A criminalidade no concelho da Amadora duplicou em relação ao ano passado. Foi este o resultado "preocupante" de um estudo divulgado pelo Sindicato de Profissionais de Polícia da Polícia de Segurança Pública (SPP/PSP) e entregue ao Presidente da Câmara Municipal da Amadora (CMA).

De acordo com os valores apresentados pela SPP/PSP até Julho deste ano, só na freguesia da Damaia, foram registados mais de 154 crimes do que no ano passado, no mesmo período de tempo. Noutras freguesias, como Cacém, Queluz, Alfragide ou Mina, o número de processos-crime iniciados este ano foi de 1.594, 1.376 e 1.950, respectivamente. A atestar a gravidade destes dados, está o facto de, só as duas novas esquadras da PSP da Amadora - São Brás e São Marcos, que ainda não existiam no ano passado - já se terem contabilizado 681 processos nos últimos seis meses. Feitas as contas é uma média de 38 crimes por dia.

Perante estas cifras, que prefazem um total de 7.978 crimes, até Julho deste ano, no Concelho da Amadora, o SPP/PSP mostrou-se especialmente preocupado com a "gravidade com que é empregue a violência contra a população". O sindicato acrescentou ainda que a "utilização gratuita, por parte dos criminosos, de meios cada vez mais violentos", geralmente tem por finalidade o roubo de valores insignificantes. Assim, apenas numa semana e numa única esquadra foram registados 28 assaltos e 9 esfaqueamentos.

São frequentes, aliás, casos como o de "um jovem de 21 anos que voltava a casa às 2h30, depois de uma noite de trabalho nos Pastéis de Belém, e levou duas facadas para lhe levarem o telemóvel de 15 euros". Outro exemplo é o de duas raparigas que foram "cercadas por 40 jovens que tentavam assaltá-las dentro do comboio; um indivíduo tentou interceder e foi esfaqueado".

De acordo com um estudo feito pela CP, a linha de Sintra é considerada a mais perigosa da Europa, sendo a Amadora, Reboleira e Damaia as três estações-pico da criminalidade, pelo tipo de população que vive na zona.
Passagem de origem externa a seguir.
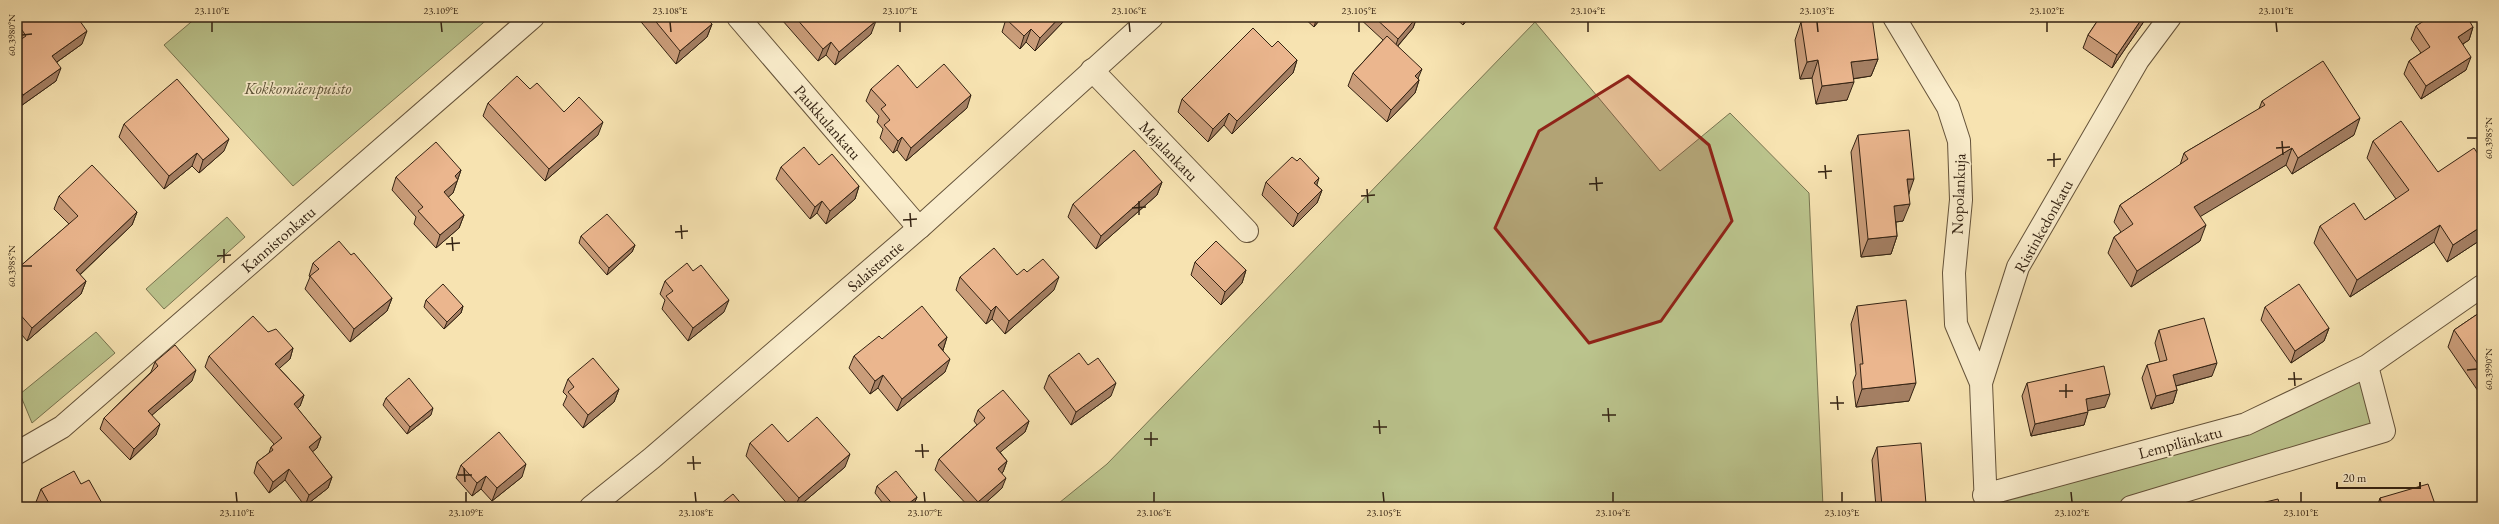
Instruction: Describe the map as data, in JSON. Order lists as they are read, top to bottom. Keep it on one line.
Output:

Quanto às razões para tanta violência e criminalidade, os agentes não têm dúvidas. "É, claramente, um problema de aculturação", diz fonte do SPP/PSP. "A esmagadora maioria dos crimes que ocorrem no concelho da Amadora é cometida por cidadãos de ascendência africana". De facto, em dois meses de queixas-crime respeitantes às "freguesias da Reboleira e Damaia, apenas dois assaltos tinham sido feitos por brancos".

De acordo com um trabalho de investigação publicado em 2002 - "O Gang e a Escola", da autoria de Joana Barra da Costa e Sérgio de Araújo Soares - baseado em dados de 2000, mais de 77 por cento dos crimes registados no concelho da Amadora naquele ano foram cometidos na esquadra da Damaia. Dos autores e/ou suspeitos, 36,52 por cento - num total de 1.076 casos - foram identificados como sendo de etnia/raça negra. Em 41,26 por cento dos casos os autores são desconhecidos, 17 por cento não têm referência quanto à raça, 3,8 por cento são brancos e 1,3 por cento incluem indivíduos brancos e negros.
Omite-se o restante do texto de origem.